_EXERCISE REQUIREMENTS_:
Where a line in the records below includes "none", pull that line out.

**** GIVEN RECORDS

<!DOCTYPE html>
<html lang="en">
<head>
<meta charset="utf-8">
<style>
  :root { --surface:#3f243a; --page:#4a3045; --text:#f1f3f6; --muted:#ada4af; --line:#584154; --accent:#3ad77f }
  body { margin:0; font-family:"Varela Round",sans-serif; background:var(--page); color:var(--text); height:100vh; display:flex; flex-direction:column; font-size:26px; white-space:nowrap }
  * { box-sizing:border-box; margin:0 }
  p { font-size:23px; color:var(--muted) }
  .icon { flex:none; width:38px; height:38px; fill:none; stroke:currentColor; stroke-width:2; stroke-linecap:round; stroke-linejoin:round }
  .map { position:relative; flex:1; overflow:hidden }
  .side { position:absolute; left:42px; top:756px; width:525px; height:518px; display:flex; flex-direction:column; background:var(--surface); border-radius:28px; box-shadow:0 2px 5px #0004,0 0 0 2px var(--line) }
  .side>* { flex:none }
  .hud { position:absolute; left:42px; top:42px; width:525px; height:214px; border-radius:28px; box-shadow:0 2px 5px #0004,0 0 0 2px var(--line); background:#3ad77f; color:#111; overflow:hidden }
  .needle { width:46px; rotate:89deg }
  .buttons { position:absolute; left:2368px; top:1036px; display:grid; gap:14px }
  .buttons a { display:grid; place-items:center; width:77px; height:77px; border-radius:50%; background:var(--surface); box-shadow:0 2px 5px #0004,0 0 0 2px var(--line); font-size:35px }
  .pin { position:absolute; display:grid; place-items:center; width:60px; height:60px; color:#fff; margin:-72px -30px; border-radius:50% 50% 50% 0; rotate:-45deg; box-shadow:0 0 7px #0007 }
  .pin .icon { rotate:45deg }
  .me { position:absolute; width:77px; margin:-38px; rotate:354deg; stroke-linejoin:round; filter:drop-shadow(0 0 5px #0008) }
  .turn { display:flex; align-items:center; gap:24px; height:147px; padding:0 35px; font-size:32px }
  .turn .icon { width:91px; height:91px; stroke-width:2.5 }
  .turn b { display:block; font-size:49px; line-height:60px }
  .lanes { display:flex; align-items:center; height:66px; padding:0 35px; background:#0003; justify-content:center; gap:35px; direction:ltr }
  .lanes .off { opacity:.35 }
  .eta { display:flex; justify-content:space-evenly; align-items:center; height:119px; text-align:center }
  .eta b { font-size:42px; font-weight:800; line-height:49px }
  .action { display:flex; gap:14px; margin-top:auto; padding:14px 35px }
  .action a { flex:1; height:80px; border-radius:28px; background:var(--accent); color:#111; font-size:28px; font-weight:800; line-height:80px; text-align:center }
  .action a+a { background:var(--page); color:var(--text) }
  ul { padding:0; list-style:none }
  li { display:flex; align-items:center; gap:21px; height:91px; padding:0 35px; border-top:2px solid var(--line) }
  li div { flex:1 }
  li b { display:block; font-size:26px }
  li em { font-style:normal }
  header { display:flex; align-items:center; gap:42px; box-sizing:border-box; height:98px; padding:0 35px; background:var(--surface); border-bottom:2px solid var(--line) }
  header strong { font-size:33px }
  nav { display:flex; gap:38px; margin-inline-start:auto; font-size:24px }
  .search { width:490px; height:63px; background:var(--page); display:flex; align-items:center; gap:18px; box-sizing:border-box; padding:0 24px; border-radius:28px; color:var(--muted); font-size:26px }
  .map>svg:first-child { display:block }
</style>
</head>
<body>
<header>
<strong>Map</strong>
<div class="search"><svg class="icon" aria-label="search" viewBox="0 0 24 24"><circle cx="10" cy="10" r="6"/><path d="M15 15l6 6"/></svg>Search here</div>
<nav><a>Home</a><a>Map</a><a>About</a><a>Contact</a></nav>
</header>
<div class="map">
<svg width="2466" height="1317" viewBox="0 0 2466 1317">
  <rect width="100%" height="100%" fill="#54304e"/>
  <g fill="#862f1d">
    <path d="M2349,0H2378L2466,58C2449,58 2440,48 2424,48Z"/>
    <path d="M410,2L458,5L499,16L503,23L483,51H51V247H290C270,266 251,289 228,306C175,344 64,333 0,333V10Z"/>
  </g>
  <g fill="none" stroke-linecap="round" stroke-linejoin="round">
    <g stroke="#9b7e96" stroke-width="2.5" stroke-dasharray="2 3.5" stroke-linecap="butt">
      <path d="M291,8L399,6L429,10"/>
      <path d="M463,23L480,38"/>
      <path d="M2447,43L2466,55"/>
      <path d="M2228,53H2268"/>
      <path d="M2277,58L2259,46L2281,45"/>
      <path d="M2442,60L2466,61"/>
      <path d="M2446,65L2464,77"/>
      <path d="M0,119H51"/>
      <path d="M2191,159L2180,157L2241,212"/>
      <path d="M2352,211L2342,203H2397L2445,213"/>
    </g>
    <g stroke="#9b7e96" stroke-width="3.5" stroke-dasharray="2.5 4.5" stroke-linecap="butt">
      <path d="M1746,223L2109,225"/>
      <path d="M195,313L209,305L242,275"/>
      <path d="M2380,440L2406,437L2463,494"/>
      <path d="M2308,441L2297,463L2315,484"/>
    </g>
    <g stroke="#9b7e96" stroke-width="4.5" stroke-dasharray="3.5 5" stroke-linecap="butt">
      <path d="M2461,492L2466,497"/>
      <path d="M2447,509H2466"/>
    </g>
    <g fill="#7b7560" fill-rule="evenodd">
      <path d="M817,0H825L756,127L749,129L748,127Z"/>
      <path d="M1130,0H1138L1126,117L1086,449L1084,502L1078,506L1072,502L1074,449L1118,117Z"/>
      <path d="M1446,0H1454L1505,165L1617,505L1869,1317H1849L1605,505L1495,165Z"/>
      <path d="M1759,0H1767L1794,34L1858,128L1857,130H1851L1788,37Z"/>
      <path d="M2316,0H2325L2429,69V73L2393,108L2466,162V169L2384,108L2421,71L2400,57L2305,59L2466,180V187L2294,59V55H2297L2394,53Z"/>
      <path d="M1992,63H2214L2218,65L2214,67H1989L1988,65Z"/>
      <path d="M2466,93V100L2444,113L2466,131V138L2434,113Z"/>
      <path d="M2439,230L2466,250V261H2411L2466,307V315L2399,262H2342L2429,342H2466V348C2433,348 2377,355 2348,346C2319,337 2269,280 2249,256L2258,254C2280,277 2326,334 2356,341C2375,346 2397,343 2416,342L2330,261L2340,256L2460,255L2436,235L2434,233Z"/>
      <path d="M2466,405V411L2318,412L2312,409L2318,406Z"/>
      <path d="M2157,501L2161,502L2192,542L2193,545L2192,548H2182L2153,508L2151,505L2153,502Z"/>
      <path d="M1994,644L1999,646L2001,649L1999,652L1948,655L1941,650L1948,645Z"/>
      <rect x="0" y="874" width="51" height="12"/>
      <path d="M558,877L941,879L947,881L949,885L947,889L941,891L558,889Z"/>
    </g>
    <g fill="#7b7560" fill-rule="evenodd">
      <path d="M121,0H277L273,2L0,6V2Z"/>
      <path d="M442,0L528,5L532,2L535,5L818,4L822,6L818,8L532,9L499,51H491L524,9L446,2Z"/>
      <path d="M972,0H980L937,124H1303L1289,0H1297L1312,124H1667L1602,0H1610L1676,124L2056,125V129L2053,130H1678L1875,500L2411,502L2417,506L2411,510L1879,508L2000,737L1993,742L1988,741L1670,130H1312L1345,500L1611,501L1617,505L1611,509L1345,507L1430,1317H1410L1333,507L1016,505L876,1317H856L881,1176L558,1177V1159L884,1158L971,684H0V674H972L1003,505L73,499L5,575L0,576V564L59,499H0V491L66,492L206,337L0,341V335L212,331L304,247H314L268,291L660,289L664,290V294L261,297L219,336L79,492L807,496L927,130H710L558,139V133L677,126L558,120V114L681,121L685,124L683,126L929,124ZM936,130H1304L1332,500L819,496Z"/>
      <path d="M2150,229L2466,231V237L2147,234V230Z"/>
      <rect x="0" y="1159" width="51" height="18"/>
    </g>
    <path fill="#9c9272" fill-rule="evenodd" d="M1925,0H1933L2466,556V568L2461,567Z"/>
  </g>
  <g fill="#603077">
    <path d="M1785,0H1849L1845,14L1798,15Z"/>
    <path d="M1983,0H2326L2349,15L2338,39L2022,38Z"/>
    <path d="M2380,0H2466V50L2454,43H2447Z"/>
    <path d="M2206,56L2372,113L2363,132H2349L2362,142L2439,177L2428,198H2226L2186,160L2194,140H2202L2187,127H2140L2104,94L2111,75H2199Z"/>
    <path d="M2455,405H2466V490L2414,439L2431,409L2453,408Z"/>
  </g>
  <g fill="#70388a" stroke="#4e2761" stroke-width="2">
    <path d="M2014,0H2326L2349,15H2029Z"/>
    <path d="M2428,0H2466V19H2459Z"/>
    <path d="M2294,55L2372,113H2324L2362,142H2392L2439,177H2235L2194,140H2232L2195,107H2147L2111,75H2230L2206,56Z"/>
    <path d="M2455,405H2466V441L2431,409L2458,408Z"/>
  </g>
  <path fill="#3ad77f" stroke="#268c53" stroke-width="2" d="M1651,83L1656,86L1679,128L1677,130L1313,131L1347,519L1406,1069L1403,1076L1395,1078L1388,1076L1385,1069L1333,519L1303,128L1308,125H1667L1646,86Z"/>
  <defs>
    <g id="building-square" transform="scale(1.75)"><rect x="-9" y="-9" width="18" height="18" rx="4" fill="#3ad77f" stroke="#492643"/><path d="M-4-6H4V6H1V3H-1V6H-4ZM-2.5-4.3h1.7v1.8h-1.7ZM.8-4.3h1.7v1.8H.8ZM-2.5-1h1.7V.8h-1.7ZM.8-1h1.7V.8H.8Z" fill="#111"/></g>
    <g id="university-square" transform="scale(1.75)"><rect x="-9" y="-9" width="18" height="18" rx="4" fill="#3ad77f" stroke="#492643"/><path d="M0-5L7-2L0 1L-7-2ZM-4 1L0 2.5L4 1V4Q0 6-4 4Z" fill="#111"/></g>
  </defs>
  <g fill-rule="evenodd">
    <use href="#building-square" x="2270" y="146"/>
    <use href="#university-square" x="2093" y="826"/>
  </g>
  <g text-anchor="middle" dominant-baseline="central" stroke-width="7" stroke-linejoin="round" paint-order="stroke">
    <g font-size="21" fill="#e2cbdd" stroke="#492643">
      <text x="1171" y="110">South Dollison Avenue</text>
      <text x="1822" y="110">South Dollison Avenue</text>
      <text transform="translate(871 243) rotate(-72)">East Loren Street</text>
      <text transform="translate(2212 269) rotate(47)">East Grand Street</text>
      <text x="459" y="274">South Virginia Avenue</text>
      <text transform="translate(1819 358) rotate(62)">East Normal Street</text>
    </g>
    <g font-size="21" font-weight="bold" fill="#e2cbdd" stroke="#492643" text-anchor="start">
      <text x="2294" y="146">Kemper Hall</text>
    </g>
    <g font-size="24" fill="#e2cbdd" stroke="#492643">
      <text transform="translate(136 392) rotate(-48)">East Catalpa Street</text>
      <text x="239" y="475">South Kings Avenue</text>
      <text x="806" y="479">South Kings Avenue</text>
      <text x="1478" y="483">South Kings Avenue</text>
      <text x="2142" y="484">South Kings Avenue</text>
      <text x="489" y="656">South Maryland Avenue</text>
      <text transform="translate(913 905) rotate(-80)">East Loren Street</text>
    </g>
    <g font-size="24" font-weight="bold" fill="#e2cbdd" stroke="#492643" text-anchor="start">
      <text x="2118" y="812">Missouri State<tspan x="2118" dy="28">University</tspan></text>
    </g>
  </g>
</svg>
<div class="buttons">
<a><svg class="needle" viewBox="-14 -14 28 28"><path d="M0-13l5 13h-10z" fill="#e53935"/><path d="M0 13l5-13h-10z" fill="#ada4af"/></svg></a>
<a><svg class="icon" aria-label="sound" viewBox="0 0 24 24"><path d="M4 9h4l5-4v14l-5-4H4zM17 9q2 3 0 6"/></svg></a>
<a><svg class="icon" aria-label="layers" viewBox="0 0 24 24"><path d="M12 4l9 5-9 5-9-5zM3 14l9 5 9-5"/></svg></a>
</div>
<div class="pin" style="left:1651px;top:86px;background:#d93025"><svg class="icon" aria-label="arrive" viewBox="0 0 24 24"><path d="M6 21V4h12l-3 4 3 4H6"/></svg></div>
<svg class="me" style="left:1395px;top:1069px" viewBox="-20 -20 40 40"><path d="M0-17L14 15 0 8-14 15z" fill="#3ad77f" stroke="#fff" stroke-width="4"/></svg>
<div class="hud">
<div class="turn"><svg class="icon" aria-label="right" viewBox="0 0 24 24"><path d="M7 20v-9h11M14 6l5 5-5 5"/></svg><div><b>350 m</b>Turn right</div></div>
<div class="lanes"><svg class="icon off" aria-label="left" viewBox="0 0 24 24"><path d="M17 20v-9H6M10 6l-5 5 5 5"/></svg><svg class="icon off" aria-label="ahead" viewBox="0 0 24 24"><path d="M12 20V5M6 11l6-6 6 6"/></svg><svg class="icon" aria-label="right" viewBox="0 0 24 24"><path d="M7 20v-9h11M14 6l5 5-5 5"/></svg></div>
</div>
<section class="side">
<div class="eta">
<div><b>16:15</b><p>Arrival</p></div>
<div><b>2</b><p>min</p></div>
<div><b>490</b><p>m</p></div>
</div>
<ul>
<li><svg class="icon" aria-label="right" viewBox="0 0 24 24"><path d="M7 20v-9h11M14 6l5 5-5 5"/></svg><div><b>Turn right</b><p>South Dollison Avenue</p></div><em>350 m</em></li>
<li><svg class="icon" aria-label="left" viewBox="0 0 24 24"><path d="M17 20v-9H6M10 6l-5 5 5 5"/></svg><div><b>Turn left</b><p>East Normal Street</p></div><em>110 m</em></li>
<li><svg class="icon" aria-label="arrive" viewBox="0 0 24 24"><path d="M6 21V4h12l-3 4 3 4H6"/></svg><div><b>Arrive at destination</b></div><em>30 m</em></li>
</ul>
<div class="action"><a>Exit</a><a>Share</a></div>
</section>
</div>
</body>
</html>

********

_SOLUTION TO THE EXERCISE_:
  .icon { flex:none; width:38px; height:38px; fill:none; stroke:currentColor; stroke-width:2; stroke-linecap:round; stroke-linejoin:round }
  .side>* { flex:none }
  ul { padding:0; list-style:none }
  <g fill="none" stroke-linecap="round" stroke-linejoin="round">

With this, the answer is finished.